Some of the various side effects of interacting with sources-api and the HTTP API for accounts are documented in Managing CloudAccounts.

How does cloudigrade authenticate with the user's AWS account?

The sources-api authentication object must have an AWS ARN for an IAM Role that has an IAM Policy applied to grant cloudigrade's primary AWS account to perform specific tasks in the user's AWS account. The current required IAM Policy definition can be retrieved from the sysconfig API in the aws_policies.traditional_inspection element of its response. For example:

http --auth "${REDHAT_USERNAME}:${REDHAT_PASSWORD}" https://cloud.redhat.com/api/cloudigrade/v2/sysconfig/ | jq .aws_policies.traditional_inspection
{
  "Version": "2012-10-17",
  "Statement": [
    {
      "Sid": "CloudigradePolicy",
      "Effect": "Allow",
      "Action": [
        "ec2:DescribeImages",
        "ec2:DescribeInstances",
        "ec2:ModifySnapshotAttribute",
        "ec2:DescribeSnapshotAttribute",
        "ec2:DescribeSnapshots",
        "ec2:CopyImage",
        "ec2:CreateTags",
        "ec2:DescribeRegions",
        "cloudtrail:CreateTrail",
        "cloudtrail:UpdateTrail",
        "cloudtrail:PutEventSelectors",
        "cloudtrail:DescribeTrails",
        "cloudtrail:StartLogging",
        "cloudtrail:DeleteTrail"
      ],
      "Resource": "*"
    }
  ]
}

How does cloudigrade track instance activity in AWS?

Upon initial account creation, cloudigrade performs a thorough "describe" operation in AWS to discover any currently running instances. Following that initial description, cloudigrade never actively "scans" for activity in the customer's account; cloudigrade then relies on AWS CloudTrail to notify of new activity with EC2 instances.

VERY IMPORTANT AWS CLOUDTRAIL DETAIL: AWS CloudTrail is not fast. On average we have observed 20 minutes between performing an action (start, stop, terminate) on an instance and seeing that action appear in CloudTrail. Sometimes that may be faster; sometimes that may be slower. AWS CloudTrail is a wholly AWS-managed service and we have no control over the speed at which it delivers information.

How does cloudigrade track OpenShift presence for AWS instance activity?

cloudigrade relies exclusively on the user to apply the tag name cloudigrade-ocp-present to the EC2 images they intend to use for OpenShift. This is obviously not an air-tight solution, but we have been instructed to trust the user to act in good faith.

cloudigrade looks for that tag in the initial describe, when CloudTrail indicates a new image is encountered from instance activity, and when CloudTrail indicated a user adds or removes the tag from an image.

How does cloudigrade track RHEL presense for AWS instance activity?

cloudigrade has two methods for tracking RHEL. Like with OpenShift, if looks for a tag named cloudigrade-rhel-present on EC2 images; this follows the same process as before.
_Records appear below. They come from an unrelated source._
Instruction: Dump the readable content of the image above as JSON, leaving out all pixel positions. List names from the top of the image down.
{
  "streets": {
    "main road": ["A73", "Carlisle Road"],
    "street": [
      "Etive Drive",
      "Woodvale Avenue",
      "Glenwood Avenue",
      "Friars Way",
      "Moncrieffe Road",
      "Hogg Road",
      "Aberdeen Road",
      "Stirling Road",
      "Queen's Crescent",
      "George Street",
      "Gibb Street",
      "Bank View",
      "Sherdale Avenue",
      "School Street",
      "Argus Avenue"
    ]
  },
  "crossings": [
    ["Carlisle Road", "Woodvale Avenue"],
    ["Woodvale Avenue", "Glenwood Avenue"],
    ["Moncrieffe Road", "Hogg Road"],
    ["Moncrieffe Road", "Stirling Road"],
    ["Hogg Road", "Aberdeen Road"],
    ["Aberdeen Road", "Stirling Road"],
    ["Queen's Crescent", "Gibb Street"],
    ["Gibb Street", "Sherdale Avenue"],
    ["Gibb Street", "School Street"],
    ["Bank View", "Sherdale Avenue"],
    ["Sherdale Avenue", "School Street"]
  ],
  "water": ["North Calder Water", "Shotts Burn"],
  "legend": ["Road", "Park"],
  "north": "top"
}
However, the more interesting process involves copying the user's image into our account and running houndigrade against it.

What follows is a slight simplification of the actual process, but this should cover the main points.
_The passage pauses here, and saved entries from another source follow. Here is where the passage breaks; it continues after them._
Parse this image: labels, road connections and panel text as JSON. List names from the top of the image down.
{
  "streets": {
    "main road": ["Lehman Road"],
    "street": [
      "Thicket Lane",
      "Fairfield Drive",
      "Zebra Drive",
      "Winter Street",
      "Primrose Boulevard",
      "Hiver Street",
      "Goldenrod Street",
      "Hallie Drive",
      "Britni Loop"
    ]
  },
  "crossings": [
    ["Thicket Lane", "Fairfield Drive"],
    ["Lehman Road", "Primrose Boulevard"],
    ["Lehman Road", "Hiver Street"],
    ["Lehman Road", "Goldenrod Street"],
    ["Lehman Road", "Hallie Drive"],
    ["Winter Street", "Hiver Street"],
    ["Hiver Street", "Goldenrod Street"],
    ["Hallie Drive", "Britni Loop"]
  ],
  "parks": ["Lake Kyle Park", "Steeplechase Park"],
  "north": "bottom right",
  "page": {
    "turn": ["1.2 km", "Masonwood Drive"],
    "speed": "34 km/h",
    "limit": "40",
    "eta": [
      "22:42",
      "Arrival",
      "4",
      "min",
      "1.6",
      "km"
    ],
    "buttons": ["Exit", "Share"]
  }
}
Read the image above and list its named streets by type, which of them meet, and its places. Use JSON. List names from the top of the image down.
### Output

VERY IMPORTANT AWS EC2 DETAIL: We copy the customer's image snapshot from their AWS account into our AWS account. This may take seconds, few minutes, or many minutes depending on unknown factors in AWS. We have no control and very little visibility into that process, but we do log progress (like in check_snapshot_state as we attempt to proceed from the copy for up to one hour before giving up and raising SnapshotNotReadyException.

After the image snapshot successfully copies, we create a volume from it and add that volume ID to a ready_volumes queue.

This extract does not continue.